If the Tools We Need Don’t Exist – Let’s Build Them. As we expand our work to address human rights issues in extended supply chains, Mars and Verité have found the tools we need don’t always exist. We’ve collaborated to build additional ones, informed by work supporting suppliers as they improve their systems, troubleshoot challenges and create consistent ways of communicating complex topics. As one example, Mars supported Verité to work with palm oil supplier Wilmar on its human rights management systems and practices. As part of this effort, Mars and Verité designed a maturity matrix to help evaluate suppliers’ progress against key human rights management system components. We continue refining this tool, the Human Rights Management System Roadmap, which aims to make the elements of strong human rights risk management systems explicit, so that suppliers are clear about what is expected of them by Mars as they manage their extended supply chains. Mars and Verité each continue to use and adapt this tool with a range of suppliers, and it’s now a part of Mars’s framework when it supports sustainability work in its extended supply chains. (Read more on Verité’s work with Wilmar).

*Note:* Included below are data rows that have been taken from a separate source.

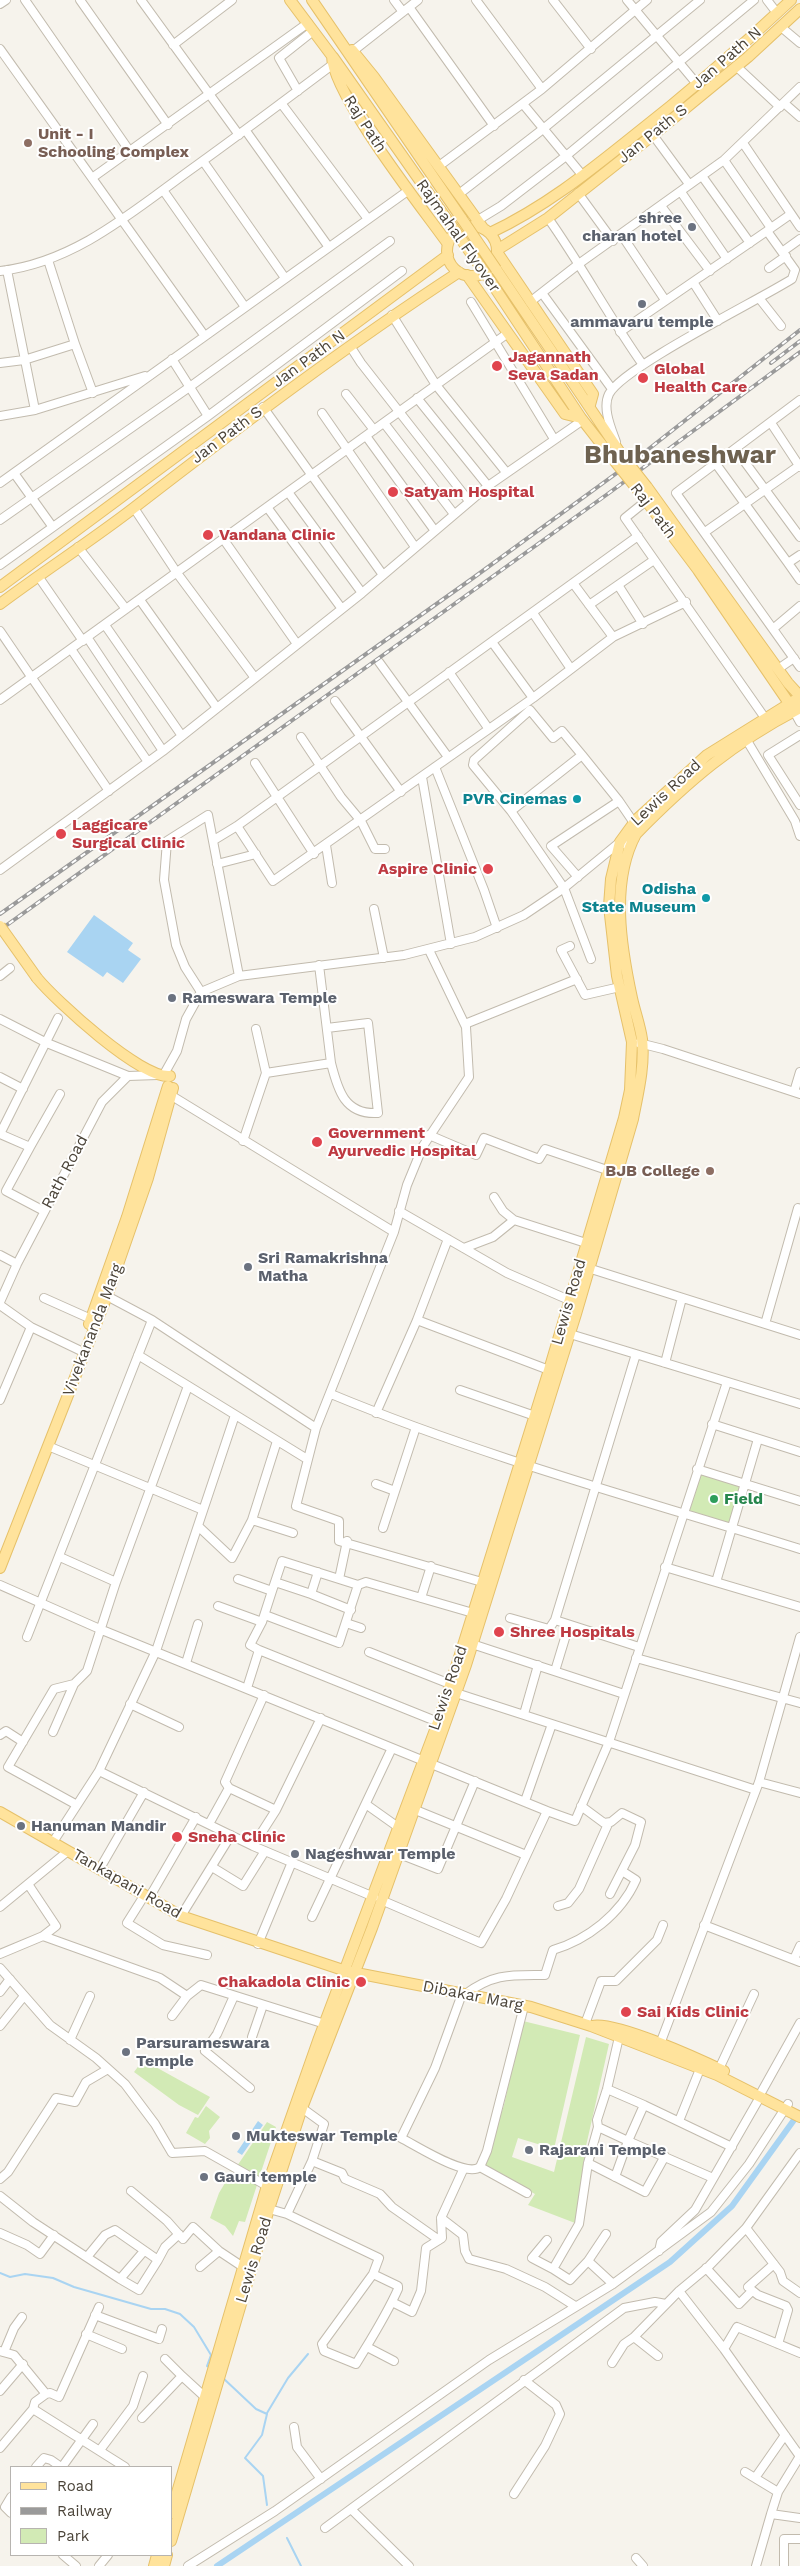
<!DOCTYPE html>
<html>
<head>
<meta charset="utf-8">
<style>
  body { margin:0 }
  #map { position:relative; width:800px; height:2566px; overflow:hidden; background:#f6f3ec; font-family:"Work Sans",sans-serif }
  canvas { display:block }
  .legend { position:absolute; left:10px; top:2466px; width:162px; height:90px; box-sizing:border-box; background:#fff; border:1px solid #b7b4b0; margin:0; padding:6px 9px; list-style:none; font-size:15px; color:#4b4439 }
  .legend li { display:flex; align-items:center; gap:10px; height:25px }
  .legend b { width:25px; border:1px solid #b7b4b0 }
</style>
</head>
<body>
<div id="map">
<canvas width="800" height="2566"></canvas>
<ul class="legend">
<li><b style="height:6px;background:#ffe39c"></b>Road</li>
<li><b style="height:6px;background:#9a9a9a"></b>Railway</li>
<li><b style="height:14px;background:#d2eab5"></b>Park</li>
</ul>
</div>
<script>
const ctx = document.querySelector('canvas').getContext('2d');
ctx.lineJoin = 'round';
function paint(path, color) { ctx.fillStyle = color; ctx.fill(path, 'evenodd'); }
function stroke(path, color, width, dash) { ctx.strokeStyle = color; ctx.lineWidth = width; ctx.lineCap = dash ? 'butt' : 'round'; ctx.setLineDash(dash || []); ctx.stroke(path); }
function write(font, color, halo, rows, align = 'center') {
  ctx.font = font + ' "Work Sans",sans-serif'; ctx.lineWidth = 4; ctx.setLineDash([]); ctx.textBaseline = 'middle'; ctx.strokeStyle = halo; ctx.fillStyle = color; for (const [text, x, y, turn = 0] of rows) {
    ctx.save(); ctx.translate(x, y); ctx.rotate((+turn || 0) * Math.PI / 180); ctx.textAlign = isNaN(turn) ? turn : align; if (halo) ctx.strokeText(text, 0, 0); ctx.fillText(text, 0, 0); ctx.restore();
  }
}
paint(new Path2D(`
  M697,1469L745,1485L733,1528L683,1512Z
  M523,2021L580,2035L554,2149L518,2138L512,2157L554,2172L586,2037L609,2044L586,2146L575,2223L528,2205L535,2194L484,2166L504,2105Z
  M143,2060L210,2097L198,2115L179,2105L134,2072Z
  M206,2106L220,2117L209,2131L210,2138L205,2144L186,2133L195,2117L198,2118Z
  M267,2122L276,2127L259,2178L237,2166Z
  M231,2173L257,2185L245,2222L239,2221L233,2236L225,2226L210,2218L219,2193Z`), '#d2eab5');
paint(new Path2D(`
  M94,915L133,943L128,950L141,959L123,983L107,972L103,977L67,952Z
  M258,2121L263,2125L242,2155L237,2152Z`), '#a9d4f2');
stroke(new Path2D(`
  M0,2273L10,2277L25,2274L53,2278L74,2287L151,2309H165L180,2314L194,2327L211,2355L207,2366L209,2367
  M223,2378L256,2409L267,2414L262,2435L245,2458L263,2476L267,2505
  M267,2413L288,2378L308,2354
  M287,2538L301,2566`), '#a9d4f2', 2);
stroke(new Path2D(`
  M217,2566L670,2262L732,2206L799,2113`), '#a9d4f2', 6);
const minor = new Path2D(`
  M25,0L131,153
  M80,0L168,125
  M141,0L239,135
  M394,0L403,12
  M476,0L542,89
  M553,0L591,49
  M627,0L697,84
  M767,0L777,13
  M0,4L6,0
  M409,7L494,126
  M781,27L800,43
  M173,45L232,0
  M0,49L204,335
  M353,51L418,0
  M736,66L780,107
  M298,91L279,58L313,31
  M526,101L523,104L566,156
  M281,103L368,219
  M784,103L800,117
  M246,131L328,246
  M653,135L689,184
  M743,143L800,227
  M564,153L583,176
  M724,160L771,228L767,231
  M203,161L285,278
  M439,166L542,89L647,0
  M702,176L750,243
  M92,178L308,23
  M163,190L245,307
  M681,192L727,259
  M578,193L613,241
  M459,194L543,129L700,0
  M661,206L710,271
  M548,218C582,266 609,317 643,365
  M478,220L501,206L566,156L754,0
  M771,228L791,214
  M621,234L665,300
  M782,252L800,239
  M769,268L786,256
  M7,270L35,410
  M0,271C72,263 130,214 186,173C235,138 284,101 332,65
  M693,282L718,321
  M542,293L612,389
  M759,298L781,326
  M471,302L554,439
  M530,302L580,263L724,160L800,87
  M392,315L436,385L506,472
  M75,344L93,393
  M350,346L361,363L469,501
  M172,359L208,416
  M0,363L24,360L75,344L48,260
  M346,394L374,430
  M417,398L488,486
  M800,400L676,493L800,667
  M263,407L383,575
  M322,413L415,547
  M0,416L35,410L145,376
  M384,423L454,514
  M771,423L800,467
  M366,436L435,531
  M616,442C611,428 602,408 609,394C623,367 759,300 792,279L795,270L767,231L620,332
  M736,450L800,537
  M716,464L788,563
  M14,473L52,526
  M0,483L409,190
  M288,492L362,593
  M646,501L625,518L765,718
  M267,507L342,609
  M134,508L177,573L255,678
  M0,520L191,386L390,241
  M705,532L800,465
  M224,540L297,644
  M78,547L126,609
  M800,555L788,563L800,580
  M0,565L208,416L402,271
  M38,576L83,641
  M573,583L613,637
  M618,585L643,624
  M140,600L217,708
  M589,605L654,560
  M533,613L571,669
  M105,625L182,736
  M774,628L800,606
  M0,631L109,791
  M87,637L163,751
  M492,642L533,698
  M71,649L148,762
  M379,662L448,757
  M778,669L794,658
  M449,672L488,728
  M0,700L508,333
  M335,701L401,792
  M794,711L800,722
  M800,735L768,755L800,805
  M301,737L341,797L361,821L375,849H385
  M746,739L795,821L800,836
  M582,755L619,801
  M255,763L314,854
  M435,767L484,890L497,928
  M422,777L451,944
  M511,811L582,755L562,731L553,738L530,710L474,760L473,765L511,811L564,888L591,959
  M237,826L273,881L533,698L613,637L686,602
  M214,840L237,826L638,536
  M326,845L332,883
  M217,864L256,854
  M0,870L163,751L362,593L488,486L583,420
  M578,877L551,846L619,801L634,823
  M374,909L384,958
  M570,946L561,950L585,995L620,987
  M0,976L10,968
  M201,992L185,967L176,945L164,880L167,841L208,815L239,976
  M0,1019L47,1043L128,1076
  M465,1024L577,979
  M327,1028L368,1023L378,1113C345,1115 338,1091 331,1063
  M256,1029L266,1073
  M639,1043L663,1049L800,1094
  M163,1076L177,1051L186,1019L201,992L239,976L404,955L475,937L524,915L564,888L620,842L629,846
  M0,1077L23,1089
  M794,1092L800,1072
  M429,1135L476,1155L484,1138L539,1159L545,1149L607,1170
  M243,1141L266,1073L331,1063L319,965
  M30,1147L60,1094
  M494,1197L503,1211L514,1220L586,1243
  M44,1211L6,1191L30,1147L0,1134L58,1018
  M399,1211L507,1273L569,1300
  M394,1232L407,1185L423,1146L469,1077L466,1027L429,950
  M464,1248L493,1237L514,1220
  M0,1255L17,1264
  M588,1268L800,1335
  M107,1296L152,1320L316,1428L394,1232L172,1096
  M44,1298L91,1319
  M0,1302L17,1264L102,1102L128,1076L158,1075
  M0,1305L31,1327
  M417,1320L549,1370
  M765,1324L798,1208L800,1209
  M570,1334L800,1404
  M138,1355L307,1459
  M665,1363L682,1298
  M460,1390L535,1416
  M331,1394C483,1457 643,1500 800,1549
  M0,1400L31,1327L79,1350
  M376,1413L417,1320L448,1239
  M712,1424L800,1452
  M316,1428L296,1506L339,1521V1541L482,1582
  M48,1446L203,1510
  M697,1469L800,1501
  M376,1484L395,1491
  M252,1520L293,1533
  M198,1526L232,1558L252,1520L277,1441
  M383,1528L416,1427
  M60,1557L116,1582
  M665,1567L800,1607
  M238,1579L272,1591L262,1622L250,1645L259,1650L247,1688
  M339,1579L358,1585L366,1582L473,1613
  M275,1582L311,1594L318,1572
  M716,1582L758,1439
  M0,1585L102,1630L547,1811L575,1821L609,1742L727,1382
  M272,1591L282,1561L339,1579L347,1541
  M311,1594L351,1610
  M421,1598L431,1566
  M218,1606L262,1622
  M265,1615L339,1643L358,1585
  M510,1618L549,1629L555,1620L636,1354
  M555,1620L639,1647
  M346,1623L361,1628
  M27,1637L152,1320
  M472,1644L624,1694
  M259,1650L438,1722
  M369,1652L450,1684
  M636,1658L800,1703
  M186,1663L198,1624
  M555,1671L569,1625
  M456,1693L756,1790
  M264,1695L225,1782L229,1788L276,1810
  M130,1704L179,1727
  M524,1714L538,1665
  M53,1732L74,1684
  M0,1735L6,1731L23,1742
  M99,1771L253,1846L374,1897
  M759,1782L800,1793
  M525,1801L552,1724
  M77,1805L8,1767L54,1689L74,1684L87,1671L116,1582L188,1386
  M367,1805L398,1827
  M581,1806L604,1823L611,1822L622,1813L641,1822L635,1845L610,1894
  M413,1809L526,1855
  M209,1824L229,1788
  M53,1842L99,1771L156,1651L235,1415
  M253,1846L276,1810L321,1718
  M397,1853L438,1869L475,1781
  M212,1867L243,1886L265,1851
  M99,1870L144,1792
  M28,1884L56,1926L43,1936L160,1978L187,1996L201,1985L325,2024
  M144,1896L127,1923L163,1945L207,1955
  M149,1898L196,1817
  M381,1900L481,1943L506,1899L547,1811
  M558,1906L568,1903L579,1889L608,1824
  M0,1907L68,1851
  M181,1916L231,1835
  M312,1917L392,1748
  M704,1925L800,1962
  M258,1944L292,1862
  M0,1954L43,1936
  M794,1959L800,1946
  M0,1968L50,2025L96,2058L125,2084L155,2124L172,2153L205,2151L267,2186
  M0,1992L10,1979
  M462,1994L435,2068L401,2138C417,2146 466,2178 480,2167L527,2193
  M464,1995C493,1973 511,1975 545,1975L553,1950C587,1940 621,1914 636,1880L622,1871
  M234,1996L217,2034L205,2051L250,2088
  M172,2016L187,1996
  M585,2024L601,1981H616L657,1940L663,1925
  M0,2026L24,1996
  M252,2037L263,2005
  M70,2040L90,1996
  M660,2044L759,1782L800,1637
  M719,2069L754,1994
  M607,2089L644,2105
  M762,2091L800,2023
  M302,2108L324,2124L312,2161L287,2214L379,2258L373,2274
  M679,2121L700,2069
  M598,2127L628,2141L615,2177
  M312,2161L342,2173L345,2179L380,2194L392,2207L439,2240
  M588,2163L645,2192L665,2156
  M480,2167L487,2151L524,2006
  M713,2178L628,2141L644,2105L732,2147
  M0,2179L8,2172L56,2098L75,2102L86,2082L108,2069
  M131,2191L167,2221L183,2239L193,2227L219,2251L243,2267L248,2266
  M0,2196L33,2222L120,2279
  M269,2209L287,2214
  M441,2218L463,2235L465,2251L469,2259L506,2269L545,2287L575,2306
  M746,2228L780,2272L783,2281L800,2293
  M0,2233L27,2245L40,2254L54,2235
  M606,2234L588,2261L613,2284
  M547,2240L532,2258L553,2269
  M144,2251L120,2279L139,2290L158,2260
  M659,2251L661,2242L695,2210L760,2097
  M87,2257L105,2235L115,2230L158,2260L165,2247L179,2234
  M588,2261L570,2280L553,2269L579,2224L588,2163L598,2127L597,2120L607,2089L619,2037
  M774,2264L748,2287L758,2295L786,2306L788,2310L778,2344
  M200,2267L219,2251
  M706,2268L739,2304L752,2291
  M373,2274L398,2286V2289C386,2316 371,2339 356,2364L324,2351L322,2344Z
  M679,2291L724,2349L799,2455L800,2453
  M392,2302L412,2312L421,2291L426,2248L442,2238L441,2218L463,2170
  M95,2315L159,2339L162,2329
  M86,2334L122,2349
  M367,2347L394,2361
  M724,2349L737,2327L800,2353
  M0,2351L14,2355L46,2394L50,2393L59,2397L99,2307
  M4,2352L14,2328L22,2317
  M658,2356L634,2337L679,2291L709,2266L746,2228L800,2153
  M165,2359L182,2376
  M612,2363L624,2344L634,2337
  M0,2391L23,2364
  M46,2394L35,2402L33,2409L125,2467
  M142,2418L182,2376L206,2398
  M294,2427L297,2447L321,2479
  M0,2448L33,2409
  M100,2450L133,2406L143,2376
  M800,2456L778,2492L771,2514L800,2518
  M36,2467L44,2458L51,2460L61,2467
  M62,2467L93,2424
  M745,2472L778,2492
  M755,2478L785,2435
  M514,2494L545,2446L560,2414L556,2405L524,2380
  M11,2497L5,2507L11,2513
  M351,2509L409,2566
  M325,2528L624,2308L655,2302L666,2304
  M63,2555L76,2566
  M636,2558L643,2566
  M99,2566L108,2555
  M188,2566L275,2511L489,2360L613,2284L711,2212L749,2164L788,2104
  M756,2566L771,2514
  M784,2566V2539H800`);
const major = new Path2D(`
  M290,0L332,56C332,94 423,209 448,244
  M312,0L462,219
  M352,50L374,77L483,228
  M333,57L451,225
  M447 251a25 25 0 1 1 50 0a25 25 0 1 1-50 0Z
  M490,233C543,208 586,174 632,137C687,94 740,48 791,0
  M497,250L548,218L653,135L748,57L800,9
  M497,252L593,394L590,405
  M496,269L621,454
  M467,275L565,414L581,418
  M487,276L581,418L613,459
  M647,487L788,683L800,696
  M641,494L698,570L793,709
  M0,587L448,255
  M0,604C44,571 91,541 135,507C241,425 347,345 459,272
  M37,978C56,1001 141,1079 170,1076
  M89,1324L127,1217L168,1086
  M0,1568L107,1296L148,1178L173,1088
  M0,1812L181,1916L346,1971L531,2007L591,2026L717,2075L800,2117
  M592,2026C614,2020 701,2060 724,2071
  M171,2513L267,2186L319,2038L438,1722L464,1642L549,1370L624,1118L630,1090L632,1042L617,976L609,906L611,879L620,842L636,820L707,755L800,697
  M171,2541L269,2209L302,2108L372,1928L466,1665L576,1314L633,1119C638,1093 645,1066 642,1039C640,1025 635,1012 632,998C621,947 610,882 636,834C688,781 734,742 800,708
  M154,2566L157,2555
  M164,2566L167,2555`);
stroke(minor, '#c2bbae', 10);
stroke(major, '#e6c16a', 12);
stroke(minor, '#fff', 8);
stroke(major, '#ffe39c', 10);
const rail = new Path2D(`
  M771,363L800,341
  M0,914L473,578L636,459L800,330
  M0,930L609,493L800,352`);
stroke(rail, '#9a9a9a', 4);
stroke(rail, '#fff', 2, [5.5]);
const majorBridge = new Path2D(`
  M462,219L496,269
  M451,225L487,276
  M621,454L647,487
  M613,459L641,494
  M0,926L37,978`);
stroke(majorBridge, '#e6c16a', 12, []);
stroke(majorBridge, '#ffe39c', 10);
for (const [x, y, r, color] of [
  [28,143,5,"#8d6e63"],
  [692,227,5,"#6b7280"],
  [642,304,5,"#6b7280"],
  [497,366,6,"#e0444e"],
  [643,378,6,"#e0444e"],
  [393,492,6,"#e0444e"],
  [208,535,6,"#e0444e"],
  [577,799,5,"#0f9aa8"],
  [61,834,6,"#e0444e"],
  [488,869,6,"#e0444e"],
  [706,898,5,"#0f9aa8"],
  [172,998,5,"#6b7280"],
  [317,1142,6,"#e0444e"],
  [710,1171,5,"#8d6e63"],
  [248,1267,5,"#6b7280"],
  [714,1499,5,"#2e9e5b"],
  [499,1632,6,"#e0444e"],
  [21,1826,5,"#6b7280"],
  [177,1837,6,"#e0444e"],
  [295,1854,5,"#6b7280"],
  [361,1982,6,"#e0444e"],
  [626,2012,6,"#e0444e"],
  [126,2052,5,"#6b7280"],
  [236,2136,5,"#6b7280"],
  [529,2150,5,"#6b7280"],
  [204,2177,5,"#6b7280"]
]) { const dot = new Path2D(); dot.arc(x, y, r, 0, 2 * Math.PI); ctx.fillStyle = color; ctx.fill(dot); stroke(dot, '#fff', 2); }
write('16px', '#4b4439', '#fff', [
  ["Jan Path N",727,58,-41],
  ["Raj Path",365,124,57],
  ["Jan Path S",653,134,-39],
  ["Rajmahal Flyover",458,236,55],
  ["Jan Path N",309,359,-36],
  ["Jan Path S",227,435,-37],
  ["Raj Path",653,511,53],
  ["Lewis Road",666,793,-43],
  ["Rath Road",65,1172,-62],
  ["Lewis Road",569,1302,-74],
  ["Vivekananda Marg",93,1330,-69],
  ["Lewis Road",448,1688,-71],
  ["Tankapani Road",127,1884,30],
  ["Dibakar Marg",473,1996,11],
  ["Lewis Road",254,2260,-73]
]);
write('bold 16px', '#785e54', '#fff', [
  ["Unit - I",38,134],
  ["Schooling Complex",38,152],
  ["BJB College",700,1171,"right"]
], 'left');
write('bold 16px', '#5b616d', '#fff', [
  ["shree",682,218,"right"],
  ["charan hotel",682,236,"right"],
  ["ammavaru temple",642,322,"center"],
  ["Rameswara Temple",182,998],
  ["Sri Ramakrishna",258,1258],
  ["Matha",258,1276],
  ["Hanuman Mandir",31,1826],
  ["Nageshwar Temple",305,1854],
  ["Parsurameswara",136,2043],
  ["Temple",136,2061],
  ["Mukteswar Temple",246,2136],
  ["Rajarani Temple",539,2150],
  ["Gauri temple",214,2177]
], 'left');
write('bold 16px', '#be3a42', '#fff', [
  ["Jagannath",508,357],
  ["Seva Sadan",508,375],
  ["Global",654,369],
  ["Health Care",654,387],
  ["Satyam Hospital",404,492],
  ["Vandana Clinic",219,535],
  ["Laggicare",72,825],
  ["Surgical Clinic",72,843],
  ["Aspire Clinic",477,869,"right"],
  ["Government",328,1133],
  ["Ayurvedic Hospital",328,1151],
  ["Shree Hospitals",510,1632],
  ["Sneha Clinic",188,1837],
  ["Chakadola Clinic",350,1982,"right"],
  ["Sai Kids Clinic",637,2012]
], 'left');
write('bold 16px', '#0d838f', '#fff', [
  ["PVR Cinemas",567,799],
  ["Odisha",696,889],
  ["State Museum",696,907]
], 'right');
write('bold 16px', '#27864d', '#fff', [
  ["Field",724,1499]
], 'left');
write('bold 26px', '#6e6250', '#fff', [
  ["Bhubaneshwar",680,455]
]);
</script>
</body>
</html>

Looking Ahead. There’s no doubt 2020 has been filled with change, challenges, and hardships for people, communities and businesses. But we have continued to see the power of our collaboration, especially during such difficult times. With Mars’s strong support, Verité has worked with new suppliers on long-term plans to improve their approach to human rights work in countries from Mexico to Malaysia. We’ve enhanced forced labor awareness and training in key sectors and trained more Mars Associates on human rights topics like child labor risks. We’re finding new ways to build capabilities virtually, even while unable to meet in person due to COVID-19 travel restrictions. 2021 will bring its own set of challenges and opportunities, and we’ll continue taking action, learning and sharing what we find along the way. We look forward to learning from other practitioners tackling work to advance respect for rights of vulnerable workers.